| Action item |
Each line below from the one containing "height:18px; margin:-9px; padding:0" through the one containing "position:absolute; left:28px; top:1381px;" is to be given again exactly, and no line outside that span.

| Stored data |

************

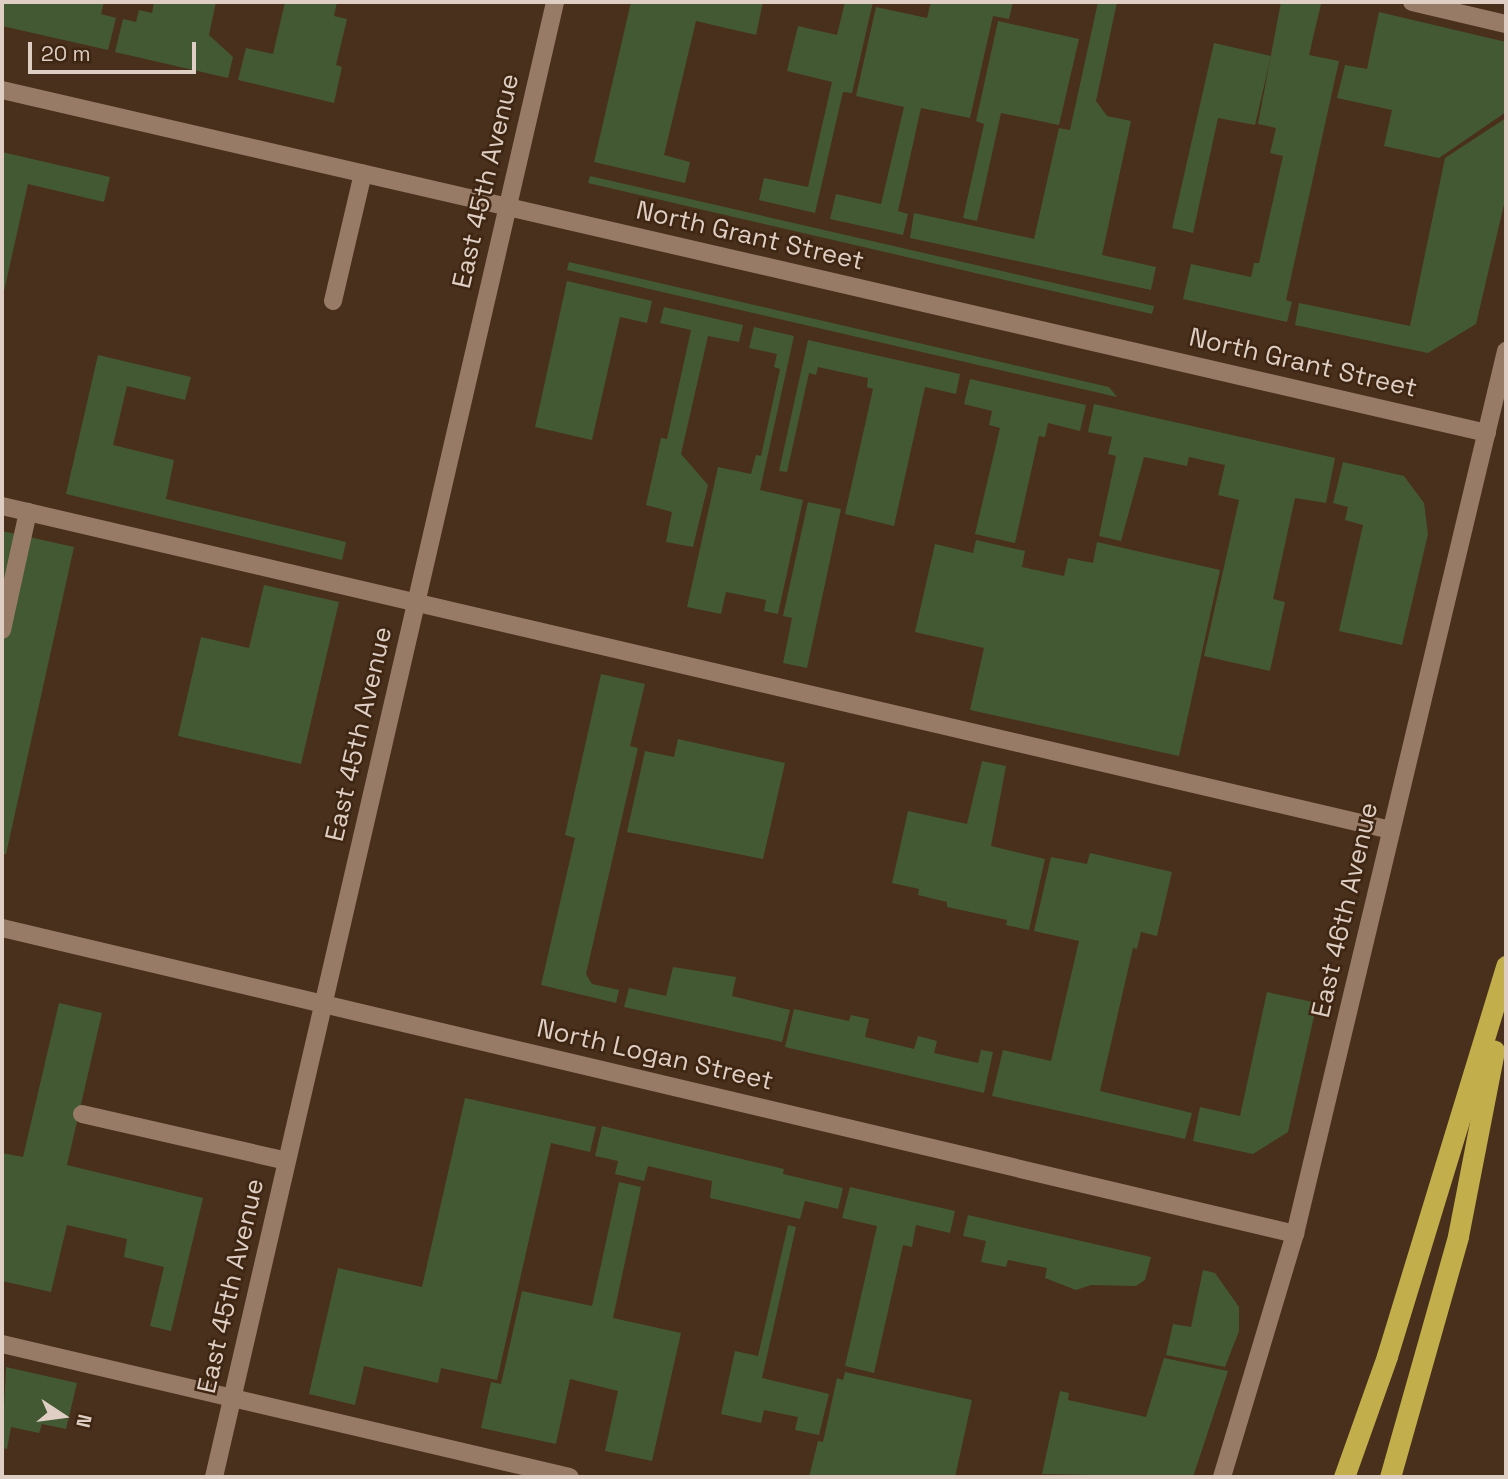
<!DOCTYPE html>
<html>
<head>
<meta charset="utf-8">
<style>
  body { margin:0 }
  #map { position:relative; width:1508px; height:1479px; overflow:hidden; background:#48301d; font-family:"Space Grotesk",sans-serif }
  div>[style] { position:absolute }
  .green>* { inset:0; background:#435933 }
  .minor>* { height:18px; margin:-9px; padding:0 9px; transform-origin:9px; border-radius:9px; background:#987b66 }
  .highway>* { height:21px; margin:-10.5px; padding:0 10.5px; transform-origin:10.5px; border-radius:10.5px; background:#c2ae4b }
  span { translate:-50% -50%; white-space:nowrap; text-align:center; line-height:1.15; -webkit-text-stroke:5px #3e2613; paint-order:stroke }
  .street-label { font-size:26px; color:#decec3 }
  .frame { position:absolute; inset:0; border:4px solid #decec3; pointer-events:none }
  .north { position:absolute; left:28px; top:1381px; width:70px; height:70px; -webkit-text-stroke:5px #3e2613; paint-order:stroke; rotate:103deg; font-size:19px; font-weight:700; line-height:28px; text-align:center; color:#decec3 }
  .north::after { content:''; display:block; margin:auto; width:24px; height:32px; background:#decec3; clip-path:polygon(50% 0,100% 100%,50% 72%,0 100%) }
  .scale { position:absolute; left:28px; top:42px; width:168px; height:32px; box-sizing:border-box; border:4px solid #decec3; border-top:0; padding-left:9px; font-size:21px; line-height:24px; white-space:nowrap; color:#decec3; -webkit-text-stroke:5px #3e2613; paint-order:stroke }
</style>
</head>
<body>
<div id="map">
  <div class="green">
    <div style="clip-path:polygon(2px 2px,104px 2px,101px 14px,116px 18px,108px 50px,2px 26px)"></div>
    <div style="clip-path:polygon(154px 2px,216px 2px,209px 35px,233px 57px,228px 78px,115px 52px,123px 19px,136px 22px,139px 10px,152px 13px)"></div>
    <div style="clip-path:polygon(285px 2px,337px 2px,334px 16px,347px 19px,336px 65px,342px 67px,334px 103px,238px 80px,246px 48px,273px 54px)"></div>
    <div style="clip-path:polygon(631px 2px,763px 2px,756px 35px,696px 21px,664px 155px,690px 162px,685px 183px,594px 162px)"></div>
    <div style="clip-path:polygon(845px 2px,873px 2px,852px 93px,843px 92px,815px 213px,759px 200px,764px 178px,808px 187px,832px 82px,787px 71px,798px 26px,837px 35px)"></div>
    <div style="clip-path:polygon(931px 2px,1013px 2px,1009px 19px,993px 16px,970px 118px,921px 108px,898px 211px,908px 214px,903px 235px,830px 219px,836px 194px,881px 204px,904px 107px,856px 96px,876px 7px,927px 18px)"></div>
    <div style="clip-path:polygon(1098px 2px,1117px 2px,1096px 101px,1107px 116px,1131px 121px,1102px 255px,1156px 267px,1151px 290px,910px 238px,914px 213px,1034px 239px,1059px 128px,1070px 130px)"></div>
    <div style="clip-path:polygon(1281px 2px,1321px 4px,1309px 55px,1339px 61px,1286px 300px,1292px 302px,1287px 322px,1183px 299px,1191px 264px,1251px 277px,1254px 263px,1259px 263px,1283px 156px,1270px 153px,1276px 128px,1258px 124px)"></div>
    <div style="clip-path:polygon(1379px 12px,1506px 42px,1506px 112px,1439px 158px,1384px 146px,1392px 110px,1337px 98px,1345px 65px,1367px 69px)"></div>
    <div style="clip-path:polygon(998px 21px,1079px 39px,1059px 125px,1001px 113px,977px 221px,963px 218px,984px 124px,976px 121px)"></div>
    <div style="clip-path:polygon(1214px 43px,1271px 56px,1255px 125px,1218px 118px,1193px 233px,1172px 228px)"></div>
    <div style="clip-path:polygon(1506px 118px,1506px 196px,1476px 324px,1428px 353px,1295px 325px,1299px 303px,1410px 326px,1445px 158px)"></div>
    <div style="clip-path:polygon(2px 152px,110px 177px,104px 202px,28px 184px,2px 300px)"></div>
    <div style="clip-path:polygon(590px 176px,1154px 306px,1152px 314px,588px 183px)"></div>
    <div style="clip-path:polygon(569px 262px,1109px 387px,1117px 397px,567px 270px)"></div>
    <div style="clip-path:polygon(567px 281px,652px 301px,647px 323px,620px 317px,592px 440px,535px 427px)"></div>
    <div style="clip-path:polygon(664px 307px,743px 325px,739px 342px,708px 336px,681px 454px,708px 485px,693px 547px,666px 542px,672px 512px,646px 505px,661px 438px,667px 439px,691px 330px,660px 323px)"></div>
    <div style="clip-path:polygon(754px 327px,794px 336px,760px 490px,803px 500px,778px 614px,764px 611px,766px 600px,726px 592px,721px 614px,687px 607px,718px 467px,751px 474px,756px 455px,761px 456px,780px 369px,774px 367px,777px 354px,749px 348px)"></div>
    <div style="clip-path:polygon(808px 340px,960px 374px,956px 394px,925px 387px,894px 526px,845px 514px,873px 389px,867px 387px,868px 378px,818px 367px,816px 375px,809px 373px,787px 472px,779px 471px)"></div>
    <div style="clip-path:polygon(98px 355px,191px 377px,185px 400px,127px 386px,113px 445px,174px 460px,166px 499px,346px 542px,342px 560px,66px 494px)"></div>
    <div style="clip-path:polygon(970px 379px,1086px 405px,1080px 431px,1048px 423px,1045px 437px,1039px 436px,1015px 543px,975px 534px,1000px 428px,989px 425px,992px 411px,964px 404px)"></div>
    <div style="clip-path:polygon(1094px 404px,1335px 458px,1326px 503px,1295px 498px,1273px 599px,1285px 602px,1270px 671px,1204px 656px,1239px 500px,1218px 495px,1225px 465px,1189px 457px,1187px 466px,1144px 457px,1121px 541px,1099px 536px,1116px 456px,1108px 454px,1112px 437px,1088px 432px)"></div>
    <div style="clip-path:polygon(1343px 462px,1404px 476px,1424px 503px,1428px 534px,1402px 645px,1339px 631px,1363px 525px,1345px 520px,1348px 507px,1333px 503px)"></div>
    <div style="clip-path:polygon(808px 502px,841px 509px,807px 668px,783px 663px,792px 618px,783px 616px)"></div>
    <div style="clip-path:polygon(2px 531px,74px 547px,6px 854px,2px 854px)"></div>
    <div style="clip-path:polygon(976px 540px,1025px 551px,1022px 567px,1064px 576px,1068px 558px,1093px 563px,1097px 542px,1220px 570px,1179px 756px,970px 710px,984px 648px,915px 632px,935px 544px,973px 553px)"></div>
    <div style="clip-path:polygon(264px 585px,339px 602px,301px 764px,178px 736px,201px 637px,249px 648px)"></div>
    <div style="clip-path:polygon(601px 674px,645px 684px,630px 746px,638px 748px,586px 974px,592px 984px,619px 990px,616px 1003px,541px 985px,575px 838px,565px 835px)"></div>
    <div style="clip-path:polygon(678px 739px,785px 763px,763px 859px,627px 832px,645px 751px,674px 757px)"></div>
    <div style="clip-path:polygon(982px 761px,1006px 766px,991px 846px,1045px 859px,1029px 930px,1006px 925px,1007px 920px,947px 907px,947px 902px,918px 895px,919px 889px,892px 883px,908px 811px,967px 824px)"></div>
    <div style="clip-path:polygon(1090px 853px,1172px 872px,1157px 936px,1141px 932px,1137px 949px,1133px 948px,1100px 1091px,1192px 1113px,1185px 1139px,992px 1096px,1003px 1050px,1051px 1061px,1079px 941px,1034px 931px,1051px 857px,1087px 864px)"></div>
    <div style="clip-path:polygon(673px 967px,736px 977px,732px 996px,790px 1010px,782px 1042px,624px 1007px,629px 988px,666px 996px)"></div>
    <div style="clip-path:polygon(1267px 992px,1317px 1003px,1288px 1132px,1253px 1154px,1193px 1141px,1200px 1107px,1240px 1116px)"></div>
    <div style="clip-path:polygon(59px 1003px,102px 1013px,67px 1165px,203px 1198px,171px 1331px,150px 1326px,164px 1267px,124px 1257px,127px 1239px,67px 1225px,51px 1292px,2px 1281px,2px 1153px,23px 1157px)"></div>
    <div style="clip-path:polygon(794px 1009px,849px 1021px,851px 1015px,869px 1019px,865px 1037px,914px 1049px,918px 1036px,937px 1041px,934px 1053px,978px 1063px,981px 1050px,993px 1052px,984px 1093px,785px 1047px)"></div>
    <div style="clip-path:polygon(465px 1098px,596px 1127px,590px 1152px,551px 1143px,497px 1380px,441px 1368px,438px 1383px,364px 1366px,355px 1405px,309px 1394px,338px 1268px,422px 1287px)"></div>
    <div style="clip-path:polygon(602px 1126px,784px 1169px,783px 1174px,843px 1188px,838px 1209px,805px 1201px,800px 1219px,710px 1198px,712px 1181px,648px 1166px,644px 1181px,615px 1174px,618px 1161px,595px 1156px)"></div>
    <div style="clip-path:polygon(619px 1182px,641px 1187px,613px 1318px,681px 1333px,652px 1461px,605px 1451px,618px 1391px,570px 1379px,556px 1444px,481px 1428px,491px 1382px,501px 1384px,522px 1291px,592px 1306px)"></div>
    <div style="clip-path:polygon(850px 1187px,955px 1211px,950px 1233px,916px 1225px,912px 1247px,903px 1245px,874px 1373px,845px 1366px,877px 1226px,842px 1218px)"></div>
    <div style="clip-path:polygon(968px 1215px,1151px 1257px,1145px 1280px,1136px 1286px,1091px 1285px,1076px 1290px,1045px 1278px,1047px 1268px,1008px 1260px,1006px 1267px,981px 1262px,986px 1241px,963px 1236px)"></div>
    <div style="clip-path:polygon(788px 1225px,796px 1227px,762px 1378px,829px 1394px,819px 1435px,795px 1430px,798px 1417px,764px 1410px,761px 1423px,721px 1414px,735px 1351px,758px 1356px)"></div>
    <div style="clip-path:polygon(1203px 1270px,1215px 1273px,1239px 1307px,1239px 1331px,1225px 1367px,1166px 1355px,1173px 1324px,1191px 1327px)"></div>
    <div style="clip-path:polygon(1164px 1358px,1228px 1371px,1193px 1477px,1042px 1474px,1060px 1391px,1069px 1393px,1068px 1400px,1146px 1417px)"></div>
    <div style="clip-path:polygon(6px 1367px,77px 1383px,66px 1429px,42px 1424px,39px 1433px,11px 1427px,7px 1449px,2px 1448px)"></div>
    <div style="clip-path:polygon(845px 1372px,972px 1400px,955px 1477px,809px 1477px,818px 1441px,823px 1442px,837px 1378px,843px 1380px)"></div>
  </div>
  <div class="minor">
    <div style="left:1412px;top:2px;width:97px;rotate:13.2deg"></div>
    <div style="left:2px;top:90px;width:1524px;rotate:13.01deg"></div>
    <div style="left:333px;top:301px;width:131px;rotate:-76.8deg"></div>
    <div style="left:2px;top:506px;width:1426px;rotate:13.13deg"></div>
    <div style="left:2px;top:630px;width:121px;rotate:-77.6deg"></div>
    <div style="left:2px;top:928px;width:1329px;rotate:13.31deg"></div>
    <div style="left:82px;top:1114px;width:210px;rotate:12.9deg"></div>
    <div style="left:2px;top:1344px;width:583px;rotate:13.18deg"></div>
    <div style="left:214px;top:1477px;width:1514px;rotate:-76.98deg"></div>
    <div style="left:1222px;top:1477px;width:254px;rotate:-73.3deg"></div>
    <div style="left:1295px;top:1234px;width:908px;rotate:-76.56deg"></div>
  </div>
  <div class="highway">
    <div style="left:1344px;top:1477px;width:128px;rotate:-70.4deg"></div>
    <div style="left:1387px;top:1356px;width:408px;rotate:-73deg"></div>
    <div style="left:1390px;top:1477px;width:250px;rotate:-74.2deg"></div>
    <div style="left:1458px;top:1236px;width:189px;rotate:-79deg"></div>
  </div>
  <div class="street-label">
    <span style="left:486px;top:181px;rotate:-77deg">East 45th Avenue</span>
    <span style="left:750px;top:236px;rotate:13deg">North Grant Street</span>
    <span style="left:1303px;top:363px;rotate:13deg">North Grant Street</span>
    <span style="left:359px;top:734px;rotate:-77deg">East 45th Avenue</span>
    <span style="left:1345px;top:910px;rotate:-77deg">East 46th Avenue</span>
    <span style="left:655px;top:1055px;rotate:13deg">North Logan Street</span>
    <span style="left:231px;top:1286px;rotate:-77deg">East 45th Avenue</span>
  </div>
  <div class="frame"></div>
  <div class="north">N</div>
  <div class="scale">20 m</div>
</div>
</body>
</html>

************

| Solution to this problem |
  .minor>* { height:18px; margin:-9px; padding:0 9px; transform-origin:9px; border-radius:9px; background:#987b66 }
  .highway>* { height:21px; margin:-10.5px; padding:0 10.5px; transform-origin:10.5px; border-radius:10.5px; background:#c2ae4b }
  span { translate:-50% -50%; white-space:nowrap; text-align:center; line-height:1.15; -webkit-text-stroke:5px #3e2613; paint-order:stroke }
  .street-label { font-size:26px; color:#decec3 }
  .frame { position:absolute; inset:0; border:4px solid #decec3; pointer-events:none }
  .north { position:absolute; left:28px; top:1381px; width:70px; height:70px; -webkit-text-stroke:5px #3e2613; paint-order:stroke; rotate:103deg; font-size:19px; font-weight:700; line-height:28px; text-align:center; color:#decec3 }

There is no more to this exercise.